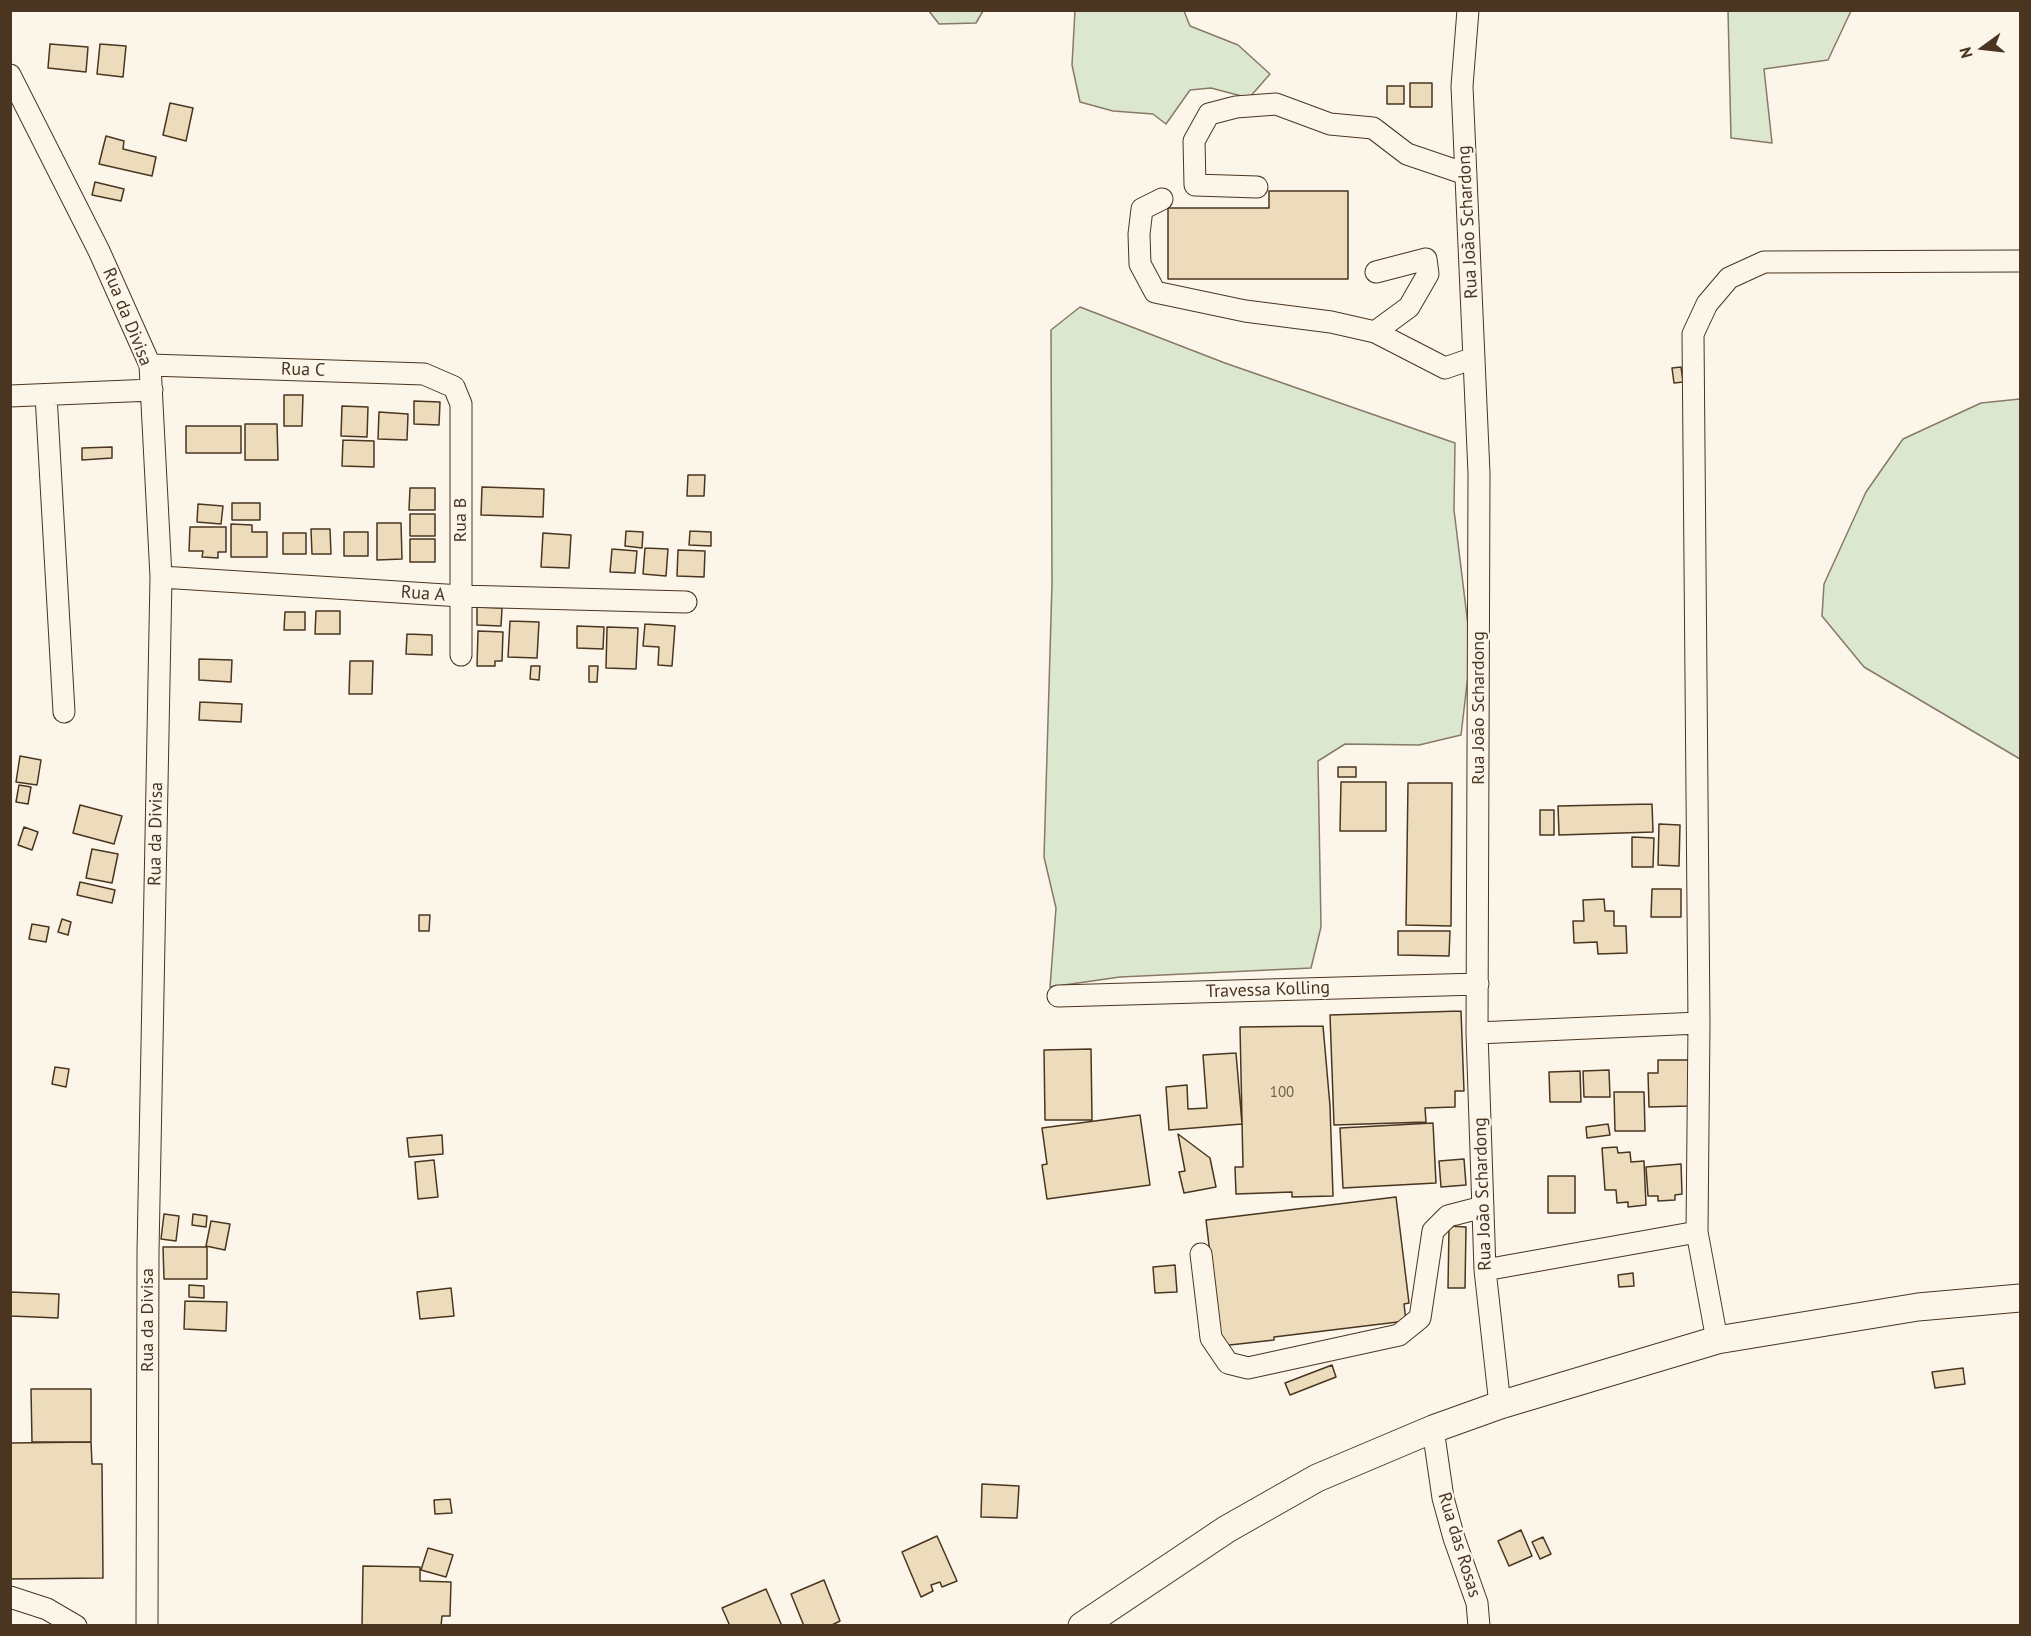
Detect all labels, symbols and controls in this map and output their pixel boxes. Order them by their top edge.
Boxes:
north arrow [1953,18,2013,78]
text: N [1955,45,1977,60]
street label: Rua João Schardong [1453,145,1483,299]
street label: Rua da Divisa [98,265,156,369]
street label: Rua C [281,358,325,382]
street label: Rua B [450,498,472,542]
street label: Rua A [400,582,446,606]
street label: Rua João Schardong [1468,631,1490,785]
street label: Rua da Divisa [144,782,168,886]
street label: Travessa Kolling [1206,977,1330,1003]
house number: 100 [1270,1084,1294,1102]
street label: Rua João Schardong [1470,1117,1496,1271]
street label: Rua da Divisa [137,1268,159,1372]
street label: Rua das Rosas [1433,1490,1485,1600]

════════════════

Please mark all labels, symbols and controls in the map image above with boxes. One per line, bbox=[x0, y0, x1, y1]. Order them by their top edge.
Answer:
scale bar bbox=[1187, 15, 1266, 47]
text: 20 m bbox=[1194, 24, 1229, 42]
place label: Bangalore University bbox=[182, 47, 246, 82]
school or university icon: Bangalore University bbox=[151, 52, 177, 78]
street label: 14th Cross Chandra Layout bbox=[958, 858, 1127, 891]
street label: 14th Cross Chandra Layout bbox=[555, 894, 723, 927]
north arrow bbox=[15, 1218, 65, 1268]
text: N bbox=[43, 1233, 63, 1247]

════════════════

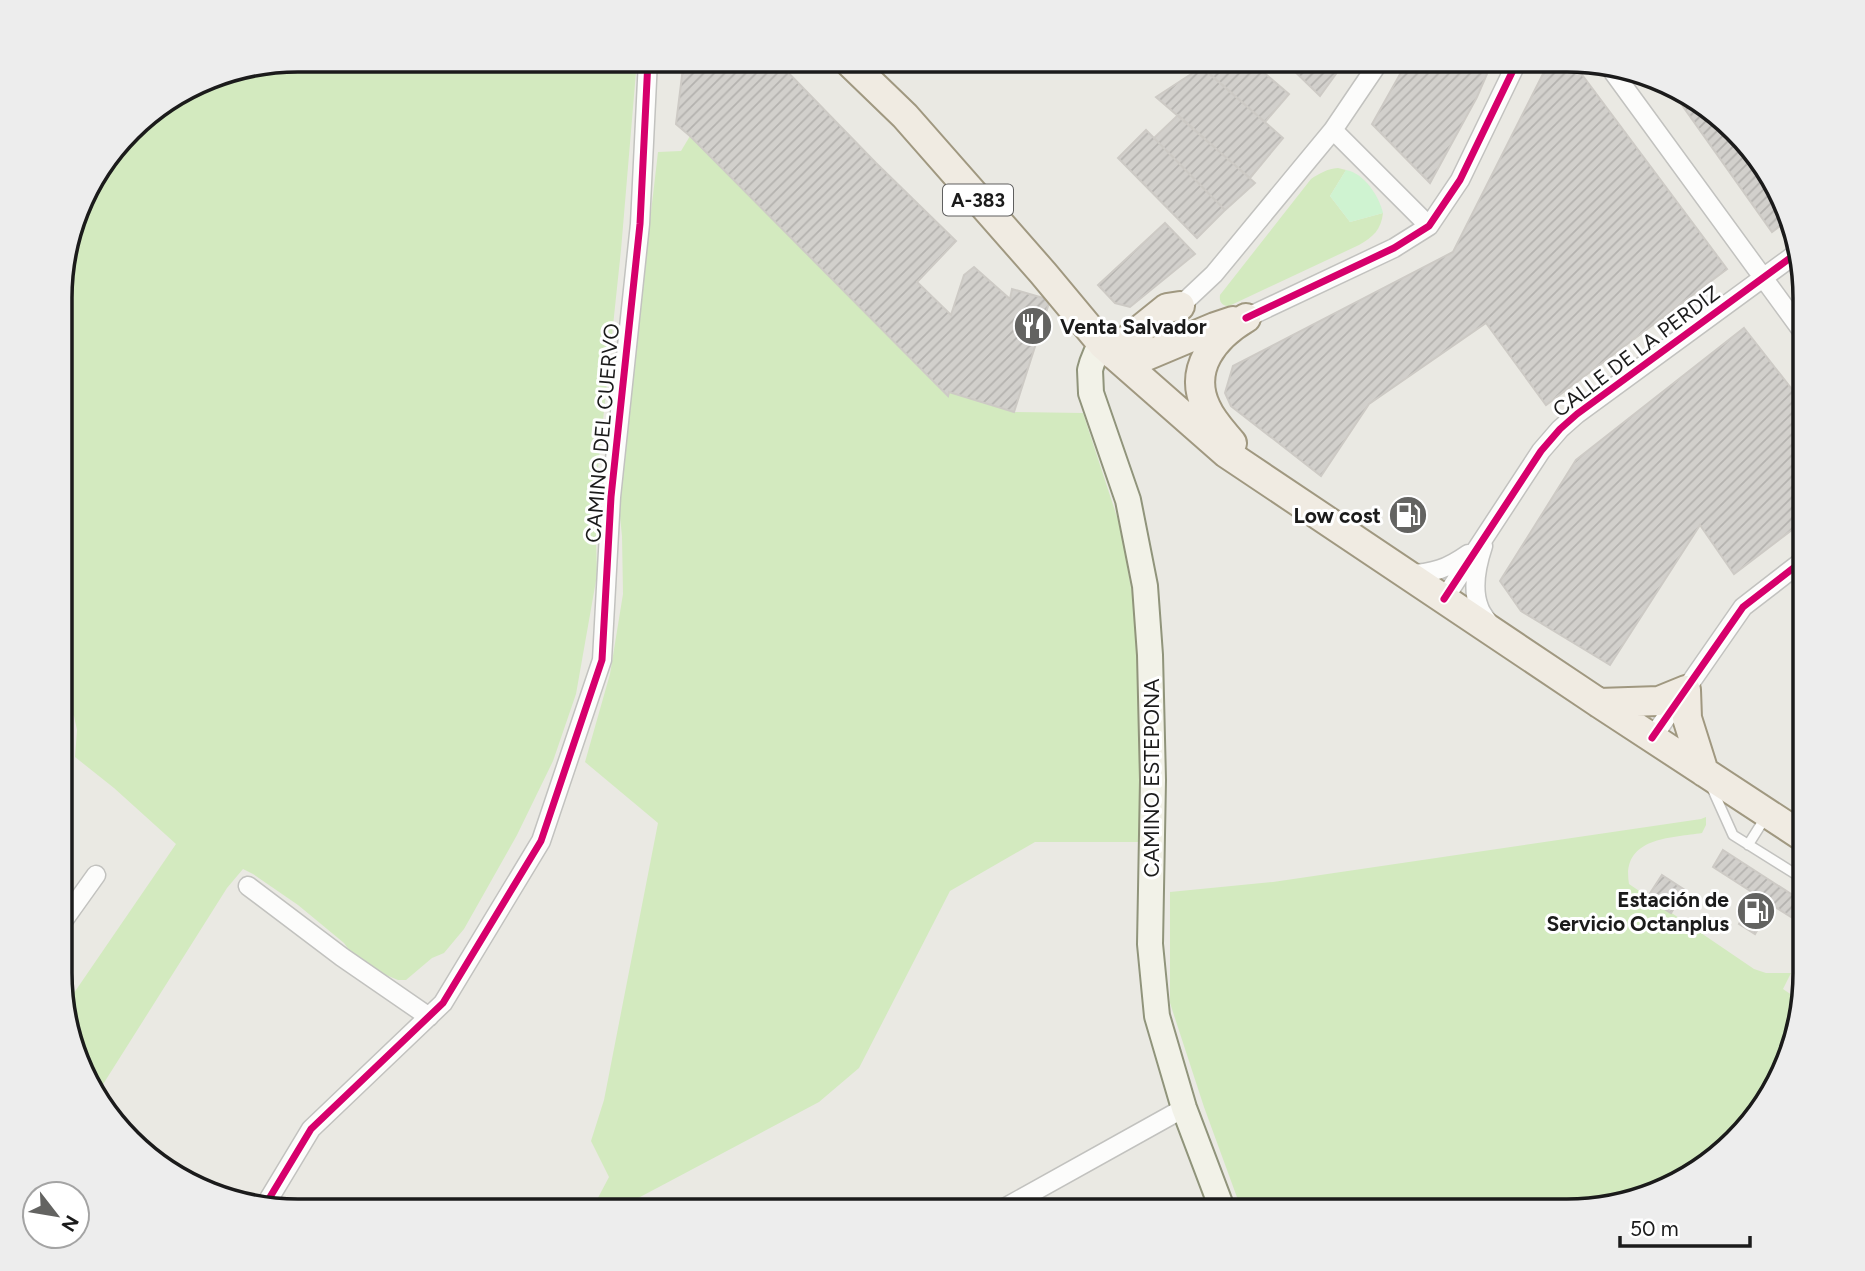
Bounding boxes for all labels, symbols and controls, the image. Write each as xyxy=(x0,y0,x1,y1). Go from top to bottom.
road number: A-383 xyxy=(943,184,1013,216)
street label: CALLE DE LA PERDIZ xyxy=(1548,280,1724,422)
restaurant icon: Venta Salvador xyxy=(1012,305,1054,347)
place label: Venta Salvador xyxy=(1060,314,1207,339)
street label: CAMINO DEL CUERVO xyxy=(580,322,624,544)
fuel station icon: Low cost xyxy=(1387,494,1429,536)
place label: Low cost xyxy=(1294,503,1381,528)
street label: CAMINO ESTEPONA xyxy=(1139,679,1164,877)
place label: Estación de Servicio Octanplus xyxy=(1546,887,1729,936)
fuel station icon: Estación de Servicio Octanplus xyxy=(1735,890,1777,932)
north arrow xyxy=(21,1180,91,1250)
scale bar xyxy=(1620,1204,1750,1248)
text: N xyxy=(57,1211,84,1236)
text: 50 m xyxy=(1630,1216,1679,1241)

════════════════

• [Your task] A complete answer lists every line of the listing above that holds the word "their".

• [Written solution]
Detect all labels, symbols and controls in this map and output their pixel boxes. Order them by their top edge.
Please mark all labels, symbols and controls in the map image above with boxes. One per line, bbox=[x0, y0, x1, y1]. Order them by their top edge.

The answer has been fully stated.